TASK INSTRUCTIONS
Would you quote every entry exactly, dropping only the pictures?

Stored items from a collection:

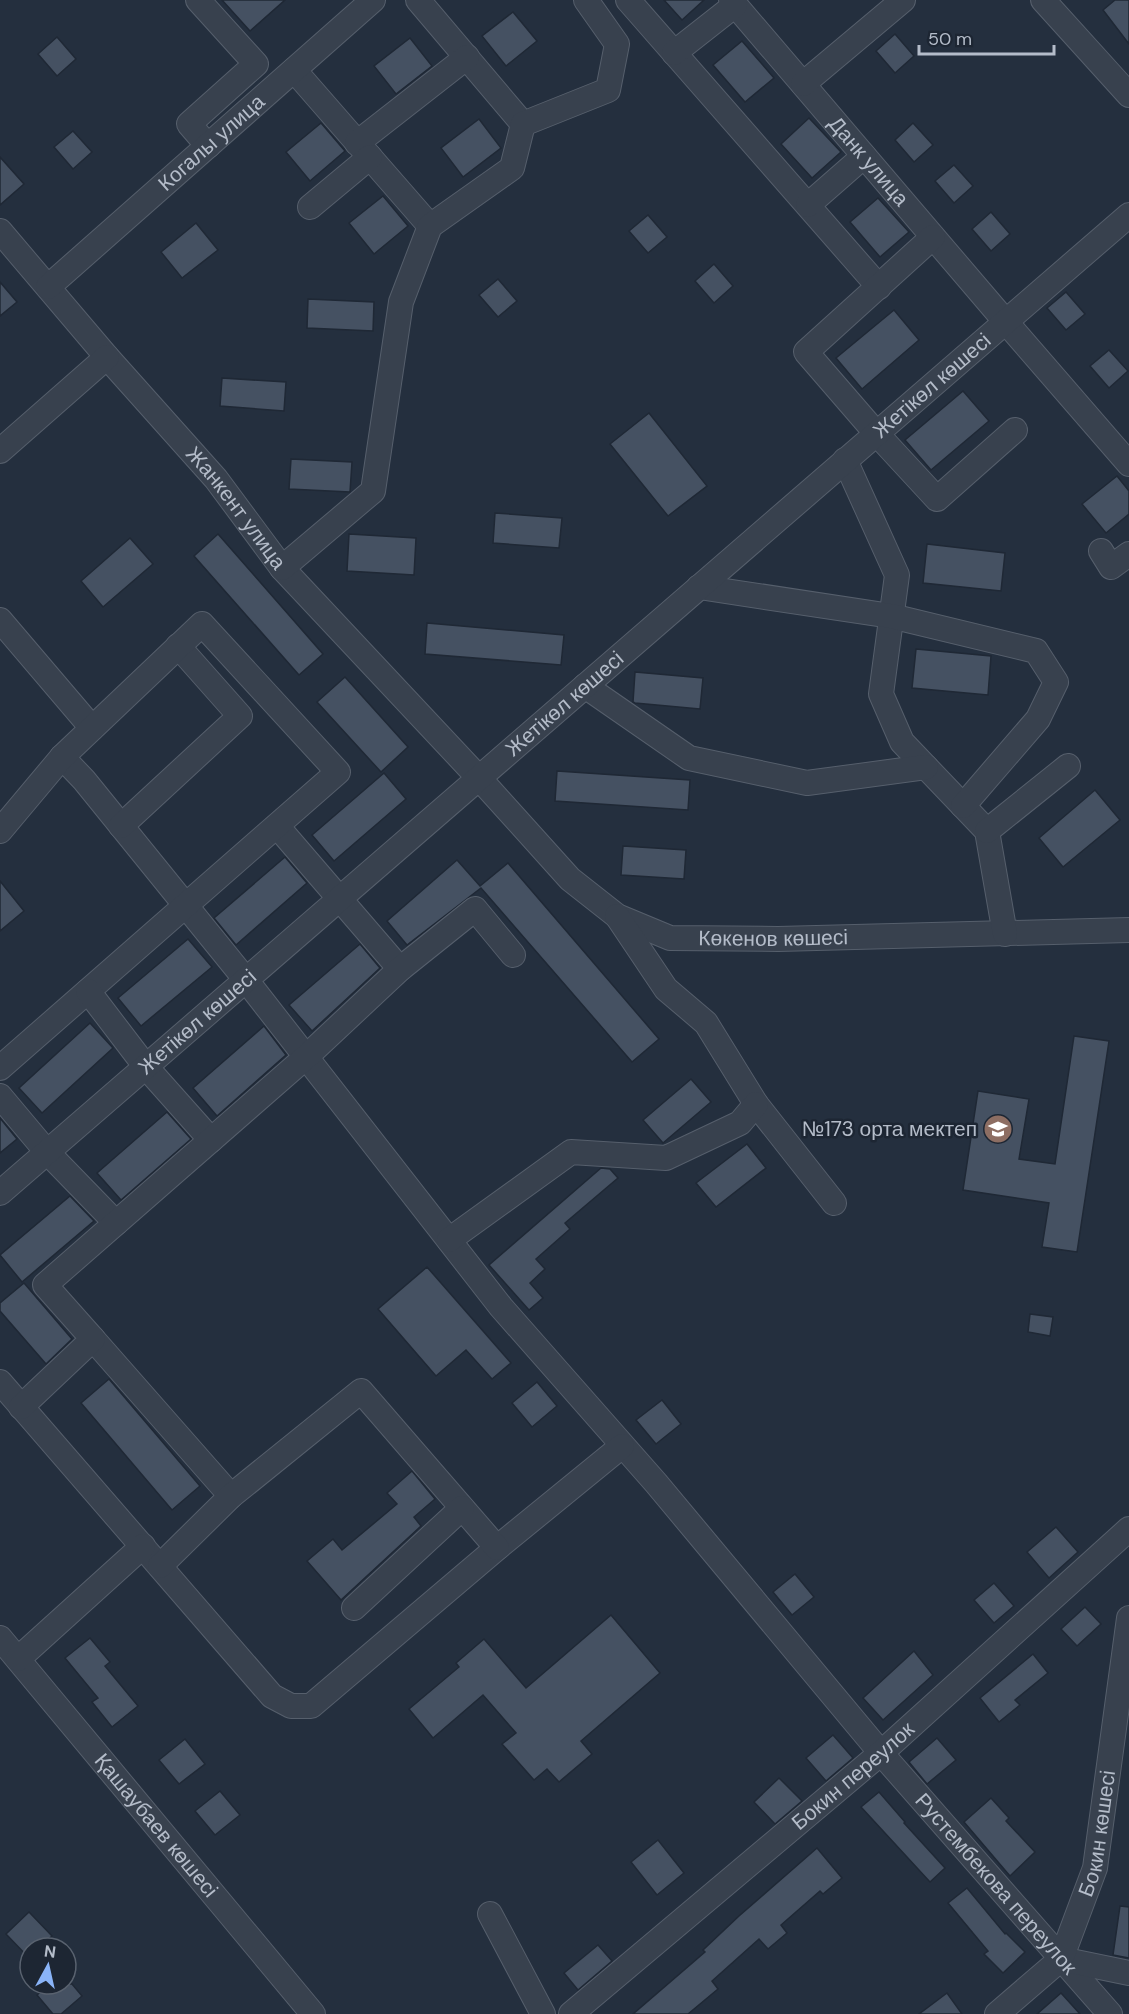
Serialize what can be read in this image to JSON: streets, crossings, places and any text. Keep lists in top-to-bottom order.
{
  "streets": {
    "street": [
      "Когалы улица",
      "Данк улица",
      "Жетікөл көшесі",
      "Жанкент улица",
      "Көкенов көшесі",
      "Бокин переулок",
      "Қашаубаев көшесі",
      "Бокин көшесі",
      "Рустембекова переулок"
    ]
  },
  "crossings": [
    ["Когалы улица", "Жанкент улица"],
    ["Данк улица", "Жетікөл көшесі"],
    ["Жетікөл көшесі", "Жанкент улица"],
    ["Жетікөл көшесі", "Көкенов көшесі"],
    ["Жетікөл көшесі", "Рустембекова переулок"],
    ["Жанкент улица", "Көкенов көшесі"],
    ["Бокин переулок", "Рустембекова переулок"],
    ["Бокин көшесі", "Рустембекова переулок"]
  ],
  "places": {
    "school or university": ["№173 орта мектеп"]
  },
  "scale_bar": "50 m",
  "north": "top"
}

RESPONSE TO THIS TASK
Serialize what can be read in this image to JSON: streets, crossings, places and any text. Keep lists in top-to-bottom order.
{
  "streets": {
    "street": [
      "Когалы улица",
      "Данк улица",
      "Жетікөл көшесі",
      "Жанкент улица",
      "Көкенов көшесі",
      "Бокин переулок",
      "Қашаубаев көшесі",
      "Бокин көшесі",
      "Рустембекова переулок"
    ]
  },
  "crossings": [
    ["Когалы улица", "Жанкент улица"],
    ["Данк улица", "Жетікөл көшесі"],
    ["Жетікөл көшесі", "Жанкент улица"],
    ["Жетікөл көшесі", "Көкенов көшесі"],
    ["Жетікөл көшесі", "Рустембекова переулок"],
    ["Жанкент улица", "Көкенов көшесі"],
    ["Бокин переулок", "Рустембекова переулок"],
    ["Бокин көшесі", "Рустембекова переулок"]
  ],
  "places": {
    "school or university": ["№173 орта мектеп"]
  },
  "scale_bar": "50 m",
  "north": "top"
}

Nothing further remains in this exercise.